- **Aim of the task**: In the entries below, find the lines that contain the word "image" and copy them.

- **Data under study**:
== == ==

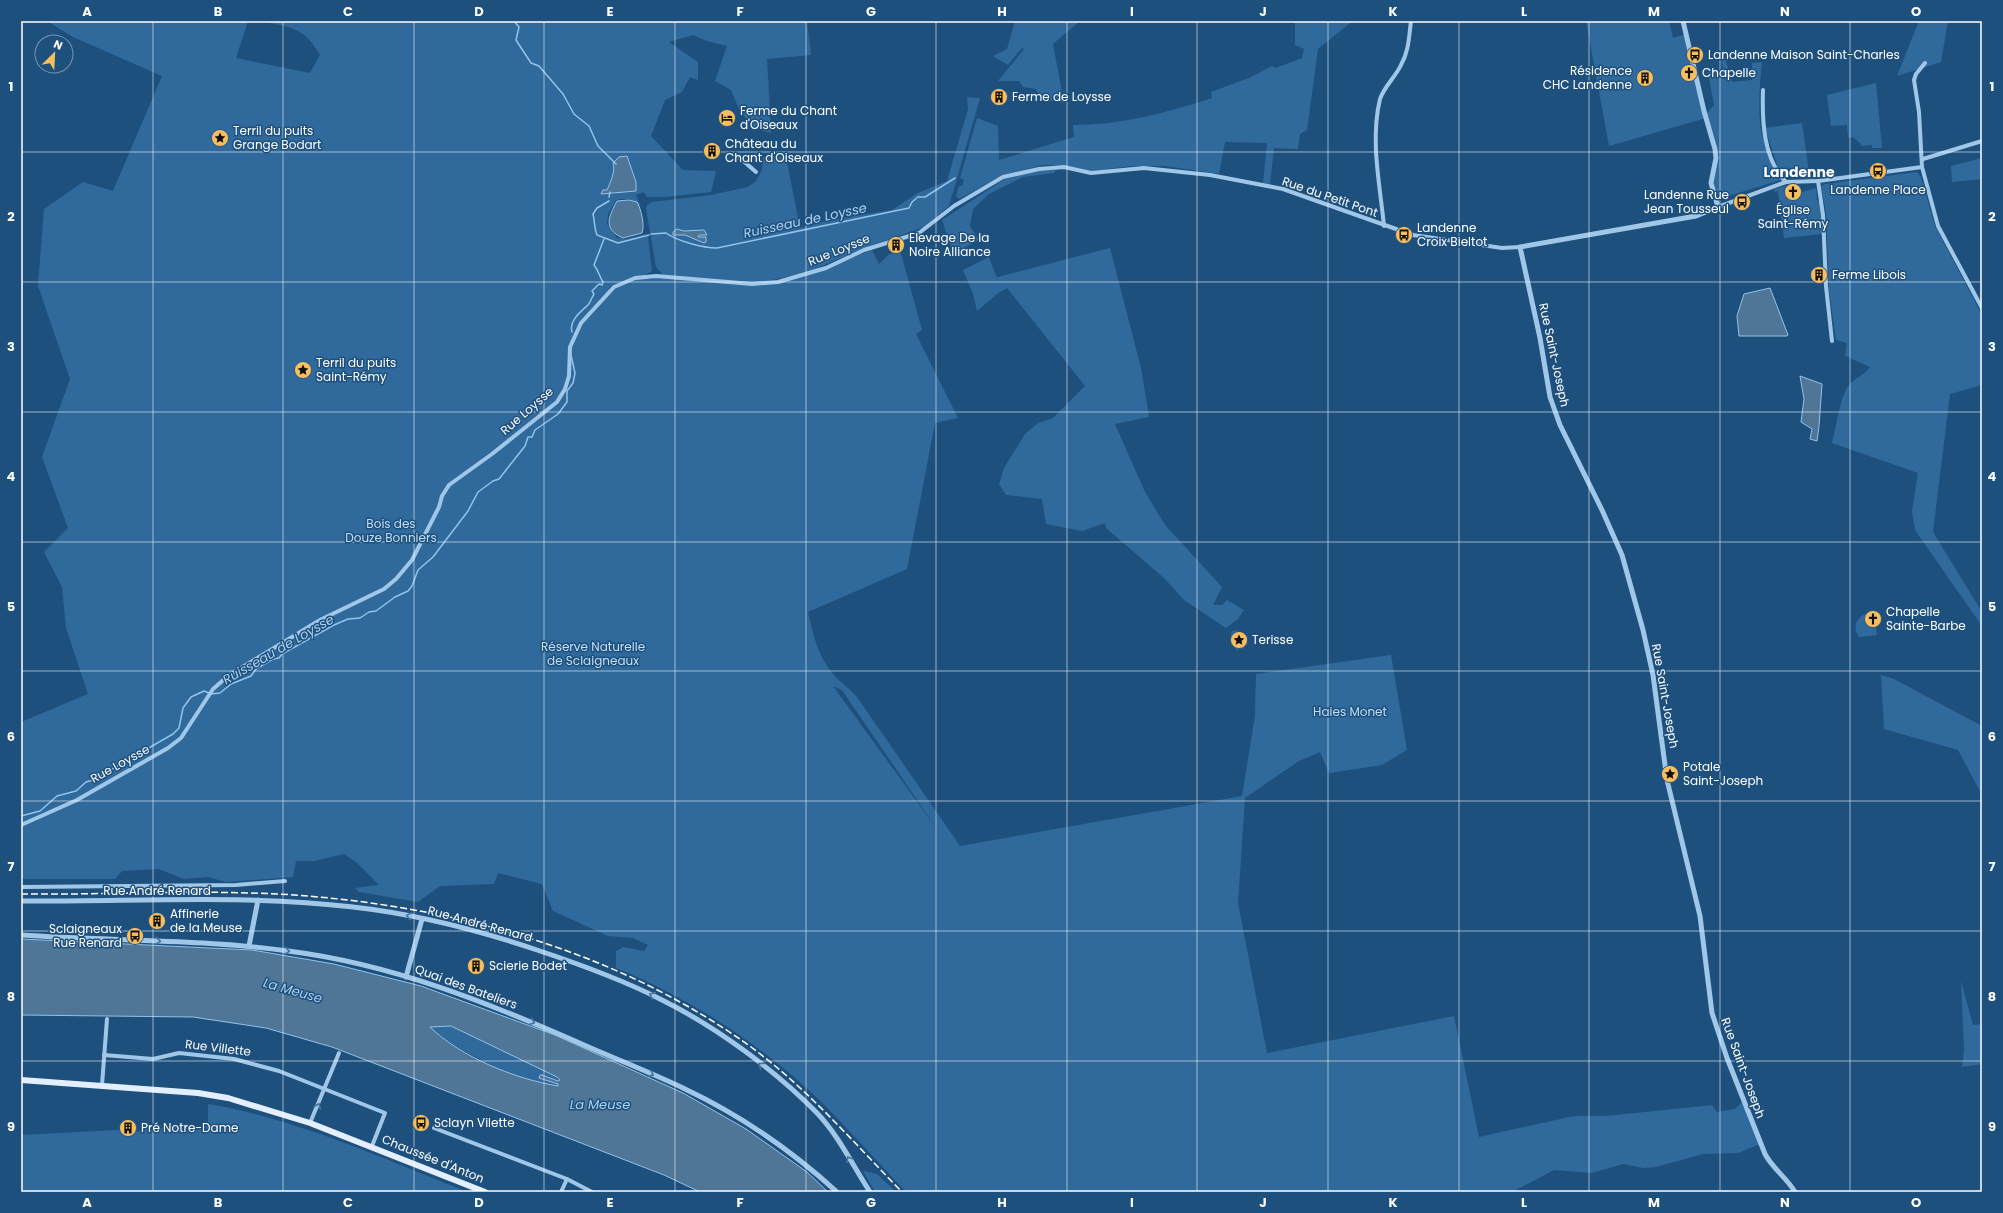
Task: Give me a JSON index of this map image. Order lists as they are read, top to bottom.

== == ==

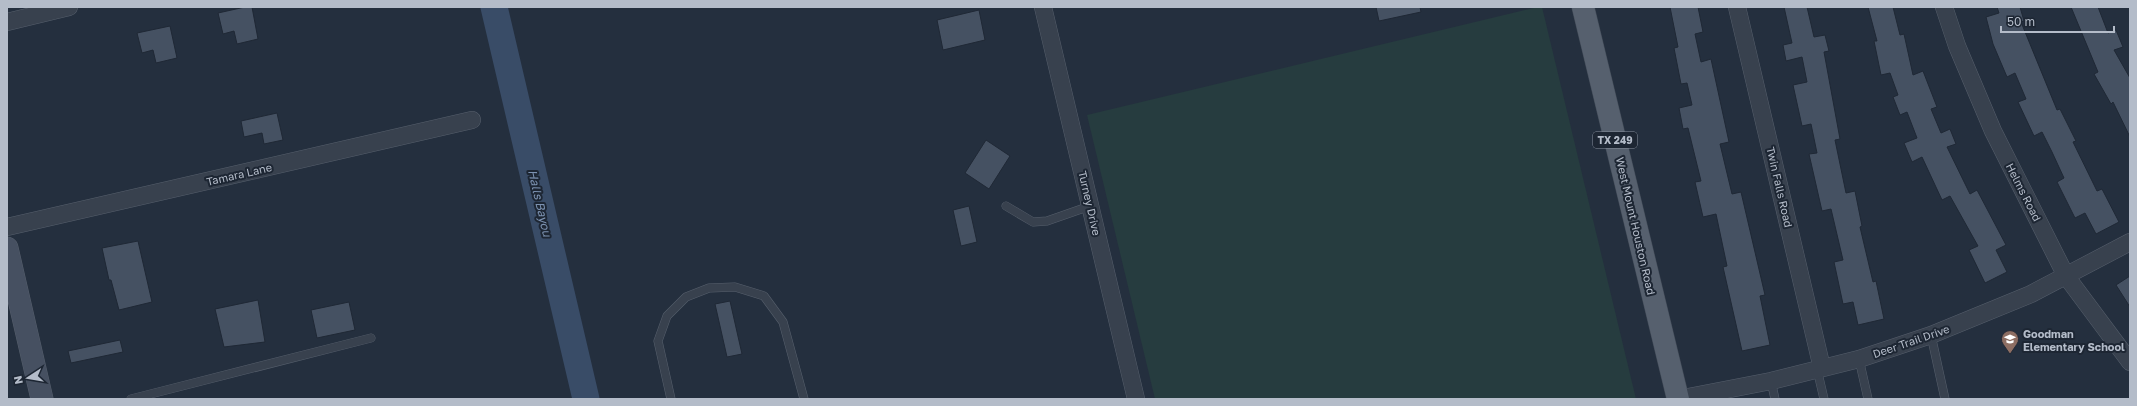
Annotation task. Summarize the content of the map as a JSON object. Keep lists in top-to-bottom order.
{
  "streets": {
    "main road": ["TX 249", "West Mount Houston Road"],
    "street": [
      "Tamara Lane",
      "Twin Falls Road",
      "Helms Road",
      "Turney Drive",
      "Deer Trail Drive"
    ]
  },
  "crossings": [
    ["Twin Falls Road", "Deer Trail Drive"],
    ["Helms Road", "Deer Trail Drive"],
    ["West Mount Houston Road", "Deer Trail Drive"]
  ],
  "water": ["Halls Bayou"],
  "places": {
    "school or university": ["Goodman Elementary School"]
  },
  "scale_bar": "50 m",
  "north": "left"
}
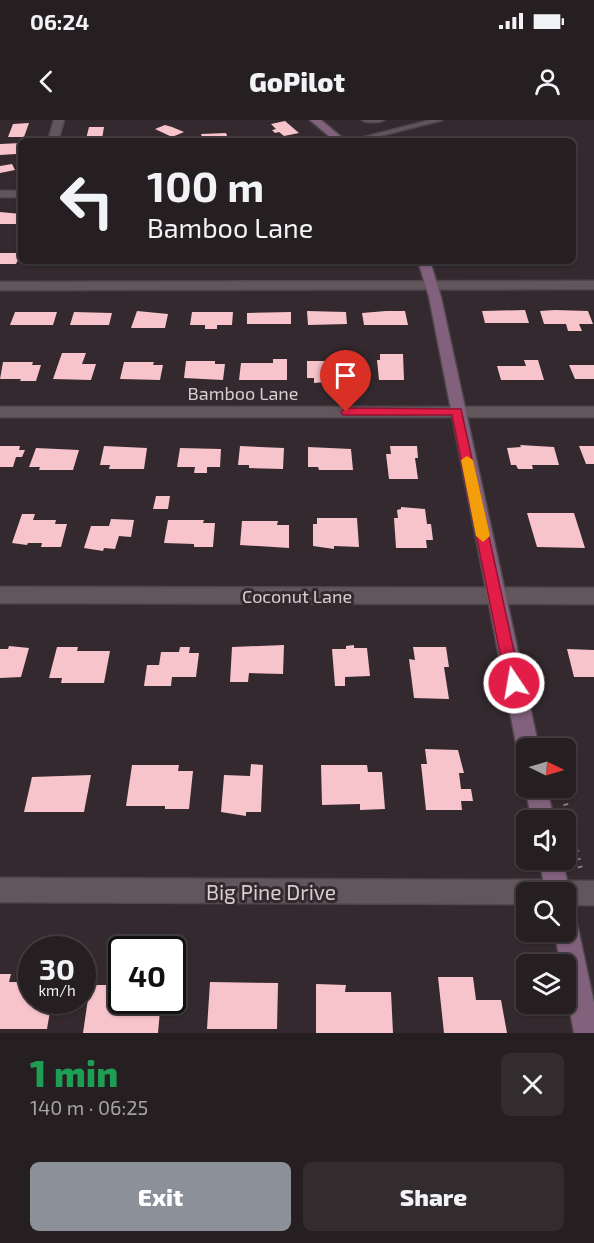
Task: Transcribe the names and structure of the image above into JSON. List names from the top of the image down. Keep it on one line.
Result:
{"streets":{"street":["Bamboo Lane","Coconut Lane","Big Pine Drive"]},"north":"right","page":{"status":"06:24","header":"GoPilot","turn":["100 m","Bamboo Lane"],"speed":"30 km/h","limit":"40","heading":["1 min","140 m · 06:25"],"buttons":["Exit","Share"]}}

== == ==

- **Answer below**:
Task: Give me a JSON index of this map image. Order lists as they are read, top to bottom.
Task: Transcribe the names and structure of the image above into JSON. List names from the top of the image down. Keep it on one line.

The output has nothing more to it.